- Information supplied:
- - -

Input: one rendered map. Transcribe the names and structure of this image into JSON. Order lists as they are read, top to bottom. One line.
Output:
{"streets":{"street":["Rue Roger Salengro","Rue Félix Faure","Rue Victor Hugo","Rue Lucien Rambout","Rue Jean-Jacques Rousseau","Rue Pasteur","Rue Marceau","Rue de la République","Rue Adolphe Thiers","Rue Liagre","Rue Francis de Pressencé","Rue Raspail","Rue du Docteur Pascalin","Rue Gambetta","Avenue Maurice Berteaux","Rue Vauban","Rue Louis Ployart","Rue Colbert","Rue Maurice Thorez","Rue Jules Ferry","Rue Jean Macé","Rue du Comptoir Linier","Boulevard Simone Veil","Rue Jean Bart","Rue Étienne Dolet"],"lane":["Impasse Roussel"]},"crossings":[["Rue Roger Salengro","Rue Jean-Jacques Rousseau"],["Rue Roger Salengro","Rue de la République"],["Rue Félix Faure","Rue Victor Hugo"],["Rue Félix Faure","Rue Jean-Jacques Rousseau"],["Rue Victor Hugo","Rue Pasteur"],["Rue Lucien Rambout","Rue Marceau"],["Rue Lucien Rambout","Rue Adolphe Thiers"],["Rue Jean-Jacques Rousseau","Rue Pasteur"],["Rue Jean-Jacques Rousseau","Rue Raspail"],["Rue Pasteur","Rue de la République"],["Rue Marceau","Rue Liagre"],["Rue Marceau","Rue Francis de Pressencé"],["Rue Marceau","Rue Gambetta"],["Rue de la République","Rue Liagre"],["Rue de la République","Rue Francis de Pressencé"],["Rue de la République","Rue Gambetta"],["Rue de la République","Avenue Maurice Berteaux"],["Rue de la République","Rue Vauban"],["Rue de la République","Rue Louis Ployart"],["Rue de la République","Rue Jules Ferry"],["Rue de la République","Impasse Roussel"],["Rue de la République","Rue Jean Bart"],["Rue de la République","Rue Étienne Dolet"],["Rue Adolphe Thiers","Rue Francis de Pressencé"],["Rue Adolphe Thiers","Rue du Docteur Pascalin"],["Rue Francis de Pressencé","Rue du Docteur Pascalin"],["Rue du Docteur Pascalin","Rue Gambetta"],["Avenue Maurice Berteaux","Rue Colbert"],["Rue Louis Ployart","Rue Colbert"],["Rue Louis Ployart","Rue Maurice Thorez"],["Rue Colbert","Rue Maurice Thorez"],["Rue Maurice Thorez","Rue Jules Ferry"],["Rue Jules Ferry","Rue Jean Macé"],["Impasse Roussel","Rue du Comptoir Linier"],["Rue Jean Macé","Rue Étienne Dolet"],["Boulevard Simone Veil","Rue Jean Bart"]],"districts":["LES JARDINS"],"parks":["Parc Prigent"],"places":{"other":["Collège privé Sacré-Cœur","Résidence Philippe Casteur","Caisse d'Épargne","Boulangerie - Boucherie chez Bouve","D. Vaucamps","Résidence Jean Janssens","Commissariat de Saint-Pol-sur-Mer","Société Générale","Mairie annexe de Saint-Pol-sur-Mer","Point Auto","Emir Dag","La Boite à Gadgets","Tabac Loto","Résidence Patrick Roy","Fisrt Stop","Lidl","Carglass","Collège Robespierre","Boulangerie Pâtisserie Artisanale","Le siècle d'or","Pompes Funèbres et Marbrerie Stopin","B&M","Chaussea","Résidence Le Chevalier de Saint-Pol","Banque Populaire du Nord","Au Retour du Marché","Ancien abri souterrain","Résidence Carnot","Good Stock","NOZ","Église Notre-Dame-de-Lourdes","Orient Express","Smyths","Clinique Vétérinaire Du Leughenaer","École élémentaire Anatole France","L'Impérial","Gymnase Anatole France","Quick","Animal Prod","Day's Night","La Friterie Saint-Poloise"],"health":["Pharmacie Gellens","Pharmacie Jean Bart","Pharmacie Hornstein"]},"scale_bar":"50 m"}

- - -

- Exercise instructions: Restate the full material word for word.

- Written reply:
Input: one rendered map. Transcribe the names and structure of this image into JSON. Order lists as they are read, top to bottom. One line.
Output:
{"streets":{"street":["Rue Roger Salengro","Rue Félix Faure","Rue Victor Hugo","Rue Lucien Rambout","Rue Jean-Jacques Rousseau","Rue Pasteur","Rue Marceau","Rue de la République","Rue Adolphe Thiers","Rue Liagre","Rue Francis de Pressencé","Rue Raspail","Rue du Docteur Pascalin","Rue Gambetta","Avenue Maurice Berteaux","Rue Vauban","Rue Louis Ployart","Rue Colbert","Rue Maurice Thorez","Rue Jules Ferry","Rue Jean Macé","Rue du Comptoir Linier","Boulevard Simone Veil","Rue Jean Bart","Rue Étienne Dolet"],"lane":["Impasse Roussel"]},"crossings":[["Rue Roger Salengro","Rue Jean-Jacques Rousseau"],["Rue Roger Salengro","Rue de la République"],["Rue Félix Faure","Rue Victor Hugo"],["Rue Félix Faure","Rue Jean-Jacques Rousseau"],["Rue Victor Hugo","Rue Pasteur"],["Rue Lucien Rambout","Rue Marceau"],["Rue Lucien Rambout","Rue Adolphe Thiers"],["Rue Jean-Jacques Rousseau","Rue Pasteur"],["Rue Jean-Jacques Rousseau","Rue Raspail"],["Rue Pasteur","Rue de la République"],["Rue Marceau","Rue Liagre"],["Rue Marceau","Rue Francis de Pressencé"],["Rue Marceau","Rue Gambetta"],["Rue de la République","Rue Liagre"],["Rue de la République","Rue Francis de Pressencé"],["Rue de la République","Rue Gambetta"],["Rue de la République","Avenue Maurice Berteaux"],["Rue de la République","Rue Vauban"],["Rue de la République","Rue Louis Ployart"],["Rue de la République","Rue Jules Ferry"],["Rue de la République","Impasse Roussel"],["Rue de la République","Rue Jean Bart"],["Rue de la République","Rue Étienne Dolet"],["Rue Adolphe Thiers","Rue Francis de Pressencé"],["Rue Adolphe Thiers","Rue du Docteur Pascalin"],["Rue Francis de Pressencé","Rue du Docteur Pascalin"],["Rue du Docteur Pascalin","Rue Gambetta"],["Avenue Maurice Berteaux","Rue Colbert"],["Rue Louis Ployart","Rue Colbert"],["Rue Louis Ployart","Rue Maurice Thorez"],["Rue Colbert","Rue Maurice Thorez"],["Rue Maurice Thorez","Rue Jules Ferry"],["Rue Jules Ferry","Rue Jean Macé"],["Impasse Roussel","Rue du Comptoir Linier"],["Rue Jean Macé","Rue Étienne Dolet"],["Boulevard Simone Veil","Rue Jean Bart"]],"districts":["LES JARDINS"],"parks":["Parc Prigent"],"places":{"other":["Collège privé Sacré-Cœur","Résidence Philippe Casteur","Caisse d'Épargne","Boulangerie - Boucherie chez Bouve","D. Vaucamps","Résidence Jean Janssens","Commissariat de Saint-Pol-sur-Mer","Société Générale","Mairie annexe de Saint-Pol-sur-Mer","Point Auto","Emir Dag","La Boite à Gadgets","Tabac Loto","Résidence Patrick Roy","Fisrt Stop","Lidl","Carglass","Collège Robespierre","Boulangerie Pâtisserie Artisanale","Le siècle d'or","Pompes Funèbres et Marbrerie Stopin","B&M","Chaussea","Résidence Le Chevalier de Saint-Pol","Banque Populaire du Nord","Au Retour du Marché","Ancien abri souterrain","Résidence Carnot","Good Stock","NOZ","Église Notre-Dame-de-Lourdes","Orient Express","Smyths","Clinique Vétérinaire Du Leughenaer","École élémentaire Anatole France","L'Impérial","Gymnase Anatole France","Quick","Animal Prod","Day's Night","La Friterie Saint-Poloise"],"health":["Pharmacie Gellens","Pharmacie Jean Bart","Pharmacie Hornstein"]},"scale_bar":"50 m"}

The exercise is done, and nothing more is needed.